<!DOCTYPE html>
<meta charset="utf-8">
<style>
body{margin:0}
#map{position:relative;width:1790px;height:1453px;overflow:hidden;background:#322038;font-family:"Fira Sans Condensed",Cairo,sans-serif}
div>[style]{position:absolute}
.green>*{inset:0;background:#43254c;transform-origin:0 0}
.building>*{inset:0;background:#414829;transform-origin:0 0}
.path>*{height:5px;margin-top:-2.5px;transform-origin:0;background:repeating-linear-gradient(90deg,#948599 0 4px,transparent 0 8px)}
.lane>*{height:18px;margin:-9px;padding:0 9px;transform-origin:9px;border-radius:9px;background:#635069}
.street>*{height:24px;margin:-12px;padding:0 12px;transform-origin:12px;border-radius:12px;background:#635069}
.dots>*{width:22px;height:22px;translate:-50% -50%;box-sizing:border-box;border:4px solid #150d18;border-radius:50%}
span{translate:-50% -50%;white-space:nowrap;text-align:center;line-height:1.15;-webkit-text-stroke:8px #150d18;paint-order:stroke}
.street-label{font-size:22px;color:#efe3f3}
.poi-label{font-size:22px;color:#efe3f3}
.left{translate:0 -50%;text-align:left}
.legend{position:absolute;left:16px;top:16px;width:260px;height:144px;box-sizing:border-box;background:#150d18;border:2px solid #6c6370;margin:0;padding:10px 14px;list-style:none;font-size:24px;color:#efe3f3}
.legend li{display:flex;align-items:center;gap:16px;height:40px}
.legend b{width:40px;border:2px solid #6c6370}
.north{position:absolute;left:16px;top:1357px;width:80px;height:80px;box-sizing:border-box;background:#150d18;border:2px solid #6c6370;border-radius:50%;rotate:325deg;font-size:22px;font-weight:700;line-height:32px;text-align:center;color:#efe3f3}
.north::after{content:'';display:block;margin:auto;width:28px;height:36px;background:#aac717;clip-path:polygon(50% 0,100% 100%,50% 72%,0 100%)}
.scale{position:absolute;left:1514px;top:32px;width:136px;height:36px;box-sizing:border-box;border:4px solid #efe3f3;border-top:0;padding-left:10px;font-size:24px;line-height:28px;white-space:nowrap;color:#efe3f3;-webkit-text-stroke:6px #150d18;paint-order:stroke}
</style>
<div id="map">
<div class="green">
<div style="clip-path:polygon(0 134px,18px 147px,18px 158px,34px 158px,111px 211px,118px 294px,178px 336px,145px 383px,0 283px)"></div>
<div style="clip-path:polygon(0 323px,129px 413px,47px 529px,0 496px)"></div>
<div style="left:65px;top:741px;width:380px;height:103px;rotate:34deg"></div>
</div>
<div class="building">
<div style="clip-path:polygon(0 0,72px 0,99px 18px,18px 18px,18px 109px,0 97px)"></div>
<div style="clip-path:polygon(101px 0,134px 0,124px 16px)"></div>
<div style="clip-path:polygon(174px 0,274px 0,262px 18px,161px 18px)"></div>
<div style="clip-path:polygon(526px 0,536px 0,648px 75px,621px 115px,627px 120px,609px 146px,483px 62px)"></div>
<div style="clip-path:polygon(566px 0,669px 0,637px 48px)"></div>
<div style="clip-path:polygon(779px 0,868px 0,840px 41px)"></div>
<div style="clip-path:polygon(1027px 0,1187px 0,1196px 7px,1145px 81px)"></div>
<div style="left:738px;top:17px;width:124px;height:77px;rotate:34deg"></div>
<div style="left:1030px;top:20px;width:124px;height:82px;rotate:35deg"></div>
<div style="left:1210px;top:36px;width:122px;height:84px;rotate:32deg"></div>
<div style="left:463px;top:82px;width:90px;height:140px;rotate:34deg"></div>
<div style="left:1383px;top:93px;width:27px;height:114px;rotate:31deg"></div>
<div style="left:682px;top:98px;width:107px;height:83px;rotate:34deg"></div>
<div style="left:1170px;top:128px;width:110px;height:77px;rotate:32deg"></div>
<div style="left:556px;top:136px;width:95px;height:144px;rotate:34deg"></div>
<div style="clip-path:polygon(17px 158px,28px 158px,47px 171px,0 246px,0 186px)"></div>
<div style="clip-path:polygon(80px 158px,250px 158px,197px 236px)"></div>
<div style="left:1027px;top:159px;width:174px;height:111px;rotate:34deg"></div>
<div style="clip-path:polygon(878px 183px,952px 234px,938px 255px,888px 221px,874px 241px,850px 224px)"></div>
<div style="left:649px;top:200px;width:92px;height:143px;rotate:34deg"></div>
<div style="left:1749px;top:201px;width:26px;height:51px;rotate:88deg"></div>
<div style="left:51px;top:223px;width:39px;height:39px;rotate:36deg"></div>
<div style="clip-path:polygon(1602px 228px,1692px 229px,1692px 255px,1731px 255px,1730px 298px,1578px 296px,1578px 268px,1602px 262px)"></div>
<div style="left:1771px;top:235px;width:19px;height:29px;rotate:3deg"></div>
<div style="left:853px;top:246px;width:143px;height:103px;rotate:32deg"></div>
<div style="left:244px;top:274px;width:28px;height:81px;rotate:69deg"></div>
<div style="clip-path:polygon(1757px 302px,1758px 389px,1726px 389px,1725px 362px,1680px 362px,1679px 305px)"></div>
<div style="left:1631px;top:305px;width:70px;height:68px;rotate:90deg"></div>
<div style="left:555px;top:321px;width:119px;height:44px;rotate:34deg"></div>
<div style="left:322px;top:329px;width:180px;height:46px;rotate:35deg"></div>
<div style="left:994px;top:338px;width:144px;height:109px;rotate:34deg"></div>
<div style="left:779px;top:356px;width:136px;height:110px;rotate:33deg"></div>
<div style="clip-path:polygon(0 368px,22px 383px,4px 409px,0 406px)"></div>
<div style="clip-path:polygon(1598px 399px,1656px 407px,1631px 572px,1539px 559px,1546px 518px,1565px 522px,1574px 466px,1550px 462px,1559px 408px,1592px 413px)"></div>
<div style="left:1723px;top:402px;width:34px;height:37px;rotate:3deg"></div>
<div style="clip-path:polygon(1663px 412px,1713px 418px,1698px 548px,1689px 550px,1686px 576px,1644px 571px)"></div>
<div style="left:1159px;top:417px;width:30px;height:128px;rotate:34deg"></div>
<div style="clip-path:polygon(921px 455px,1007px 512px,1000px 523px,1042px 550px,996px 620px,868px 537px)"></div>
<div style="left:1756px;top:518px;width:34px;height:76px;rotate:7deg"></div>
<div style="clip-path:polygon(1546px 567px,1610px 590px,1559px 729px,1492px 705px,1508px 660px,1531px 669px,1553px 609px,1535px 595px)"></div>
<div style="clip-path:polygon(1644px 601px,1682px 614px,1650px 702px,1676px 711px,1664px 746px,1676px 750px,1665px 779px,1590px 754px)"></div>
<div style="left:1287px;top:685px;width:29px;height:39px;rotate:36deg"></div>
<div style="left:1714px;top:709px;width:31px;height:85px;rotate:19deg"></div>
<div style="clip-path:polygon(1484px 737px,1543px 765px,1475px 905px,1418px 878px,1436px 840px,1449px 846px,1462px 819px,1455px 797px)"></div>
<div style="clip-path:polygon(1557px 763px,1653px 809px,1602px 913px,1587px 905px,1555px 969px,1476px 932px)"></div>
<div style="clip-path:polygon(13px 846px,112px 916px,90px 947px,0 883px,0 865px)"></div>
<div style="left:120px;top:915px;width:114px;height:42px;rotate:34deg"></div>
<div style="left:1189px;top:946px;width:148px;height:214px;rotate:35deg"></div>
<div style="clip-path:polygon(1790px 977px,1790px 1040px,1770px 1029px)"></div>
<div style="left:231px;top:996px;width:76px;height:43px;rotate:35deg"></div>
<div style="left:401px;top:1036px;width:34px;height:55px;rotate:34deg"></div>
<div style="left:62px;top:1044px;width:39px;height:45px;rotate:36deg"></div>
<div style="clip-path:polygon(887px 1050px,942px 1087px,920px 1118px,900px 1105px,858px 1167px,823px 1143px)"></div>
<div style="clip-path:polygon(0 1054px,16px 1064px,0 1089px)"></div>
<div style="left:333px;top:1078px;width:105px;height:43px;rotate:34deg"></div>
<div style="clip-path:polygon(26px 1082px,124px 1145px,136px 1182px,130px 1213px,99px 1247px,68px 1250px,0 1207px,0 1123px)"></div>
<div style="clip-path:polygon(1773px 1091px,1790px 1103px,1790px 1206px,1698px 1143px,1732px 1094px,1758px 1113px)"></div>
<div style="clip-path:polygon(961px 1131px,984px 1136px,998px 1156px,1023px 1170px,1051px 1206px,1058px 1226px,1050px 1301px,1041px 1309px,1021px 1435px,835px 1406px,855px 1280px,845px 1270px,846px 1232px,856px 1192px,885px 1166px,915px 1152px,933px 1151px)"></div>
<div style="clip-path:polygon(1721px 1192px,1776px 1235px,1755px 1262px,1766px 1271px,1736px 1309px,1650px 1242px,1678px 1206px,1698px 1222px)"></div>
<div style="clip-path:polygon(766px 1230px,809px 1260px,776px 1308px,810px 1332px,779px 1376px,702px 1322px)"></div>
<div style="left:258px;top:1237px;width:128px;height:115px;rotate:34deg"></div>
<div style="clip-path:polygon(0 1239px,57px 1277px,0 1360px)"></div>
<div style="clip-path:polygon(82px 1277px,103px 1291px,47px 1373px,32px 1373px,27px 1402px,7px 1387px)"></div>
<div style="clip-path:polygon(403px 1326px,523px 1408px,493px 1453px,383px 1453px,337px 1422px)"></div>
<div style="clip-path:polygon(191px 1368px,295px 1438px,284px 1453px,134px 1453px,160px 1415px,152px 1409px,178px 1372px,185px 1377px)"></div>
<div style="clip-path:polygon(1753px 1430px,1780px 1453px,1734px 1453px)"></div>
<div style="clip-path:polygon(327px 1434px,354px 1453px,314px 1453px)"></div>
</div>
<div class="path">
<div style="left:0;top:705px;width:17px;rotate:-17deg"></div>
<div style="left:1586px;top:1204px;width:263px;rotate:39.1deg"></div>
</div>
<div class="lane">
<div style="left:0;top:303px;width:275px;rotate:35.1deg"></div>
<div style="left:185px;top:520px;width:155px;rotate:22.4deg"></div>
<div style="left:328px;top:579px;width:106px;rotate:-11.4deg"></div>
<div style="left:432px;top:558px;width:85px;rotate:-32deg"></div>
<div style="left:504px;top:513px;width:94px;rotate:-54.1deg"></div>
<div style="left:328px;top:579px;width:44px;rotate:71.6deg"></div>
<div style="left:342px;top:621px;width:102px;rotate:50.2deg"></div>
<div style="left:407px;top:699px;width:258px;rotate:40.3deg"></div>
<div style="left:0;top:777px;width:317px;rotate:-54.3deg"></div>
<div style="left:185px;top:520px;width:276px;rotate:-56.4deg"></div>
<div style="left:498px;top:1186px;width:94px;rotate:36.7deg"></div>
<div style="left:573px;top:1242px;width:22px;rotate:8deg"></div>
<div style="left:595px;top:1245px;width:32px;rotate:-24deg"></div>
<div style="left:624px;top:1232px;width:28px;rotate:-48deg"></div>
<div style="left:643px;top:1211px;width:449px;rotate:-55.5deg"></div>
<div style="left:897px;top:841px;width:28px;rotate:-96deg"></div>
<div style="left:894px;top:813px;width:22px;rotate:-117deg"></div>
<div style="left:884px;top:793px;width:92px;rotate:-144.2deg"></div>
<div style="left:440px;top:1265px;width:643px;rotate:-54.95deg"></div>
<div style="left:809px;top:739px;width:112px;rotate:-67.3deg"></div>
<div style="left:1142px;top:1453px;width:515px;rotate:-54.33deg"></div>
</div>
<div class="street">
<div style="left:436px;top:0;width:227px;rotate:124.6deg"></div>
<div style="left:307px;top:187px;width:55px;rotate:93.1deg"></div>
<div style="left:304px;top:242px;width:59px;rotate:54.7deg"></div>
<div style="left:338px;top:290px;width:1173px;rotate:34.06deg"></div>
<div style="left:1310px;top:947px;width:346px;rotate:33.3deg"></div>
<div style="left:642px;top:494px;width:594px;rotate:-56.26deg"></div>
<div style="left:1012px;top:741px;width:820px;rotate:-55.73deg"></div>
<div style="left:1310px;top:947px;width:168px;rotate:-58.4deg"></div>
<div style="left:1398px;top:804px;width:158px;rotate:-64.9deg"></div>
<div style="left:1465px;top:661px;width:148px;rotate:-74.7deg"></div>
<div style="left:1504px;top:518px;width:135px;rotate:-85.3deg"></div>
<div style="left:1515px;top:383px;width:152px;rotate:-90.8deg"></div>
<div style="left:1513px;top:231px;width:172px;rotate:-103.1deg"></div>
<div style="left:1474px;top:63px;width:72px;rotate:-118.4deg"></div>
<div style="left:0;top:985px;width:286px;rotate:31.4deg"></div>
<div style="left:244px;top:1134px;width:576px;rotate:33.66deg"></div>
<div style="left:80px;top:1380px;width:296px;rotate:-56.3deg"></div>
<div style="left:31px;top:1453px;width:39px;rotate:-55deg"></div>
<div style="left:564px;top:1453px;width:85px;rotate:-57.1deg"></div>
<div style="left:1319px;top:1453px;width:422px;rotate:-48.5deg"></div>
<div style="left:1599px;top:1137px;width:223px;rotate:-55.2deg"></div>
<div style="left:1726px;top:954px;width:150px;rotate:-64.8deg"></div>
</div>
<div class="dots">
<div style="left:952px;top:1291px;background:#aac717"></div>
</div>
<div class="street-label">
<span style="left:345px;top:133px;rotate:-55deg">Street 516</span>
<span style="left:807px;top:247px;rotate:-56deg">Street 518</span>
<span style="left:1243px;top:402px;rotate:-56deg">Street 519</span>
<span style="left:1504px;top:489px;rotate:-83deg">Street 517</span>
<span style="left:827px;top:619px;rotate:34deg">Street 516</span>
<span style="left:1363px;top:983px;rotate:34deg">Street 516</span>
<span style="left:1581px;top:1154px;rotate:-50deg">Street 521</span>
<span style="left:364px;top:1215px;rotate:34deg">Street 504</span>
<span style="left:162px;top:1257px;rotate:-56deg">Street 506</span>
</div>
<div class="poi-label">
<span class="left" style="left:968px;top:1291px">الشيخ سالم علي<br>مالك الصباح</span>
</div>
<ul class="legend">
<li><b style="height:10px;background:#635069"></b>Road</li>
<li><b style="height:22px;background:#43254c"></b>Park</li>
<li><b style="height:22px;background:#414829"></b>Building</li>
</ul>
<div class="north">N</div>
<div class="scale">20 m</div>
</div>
-.-.-
Print exactly the lines from the one with "سالم علي<br>مالك الصباح</span>" through the end of the data, inclusive.

<span class="left" style="left:968px;top:1291px">الشيخ سالم علي<br>مالك الصباح</span>
</div>
<ul class="legend">
<li><b style="height:10px;background:#635069"></b>Road</li>
<li><b style="height:22px;background:#43254c"></b>Park</li>
<li><b style="height:22px;background:#414829"></b>Building</li>
</ul>
<div class="north">N</div>
<div class="scale">20 m</div>
</div>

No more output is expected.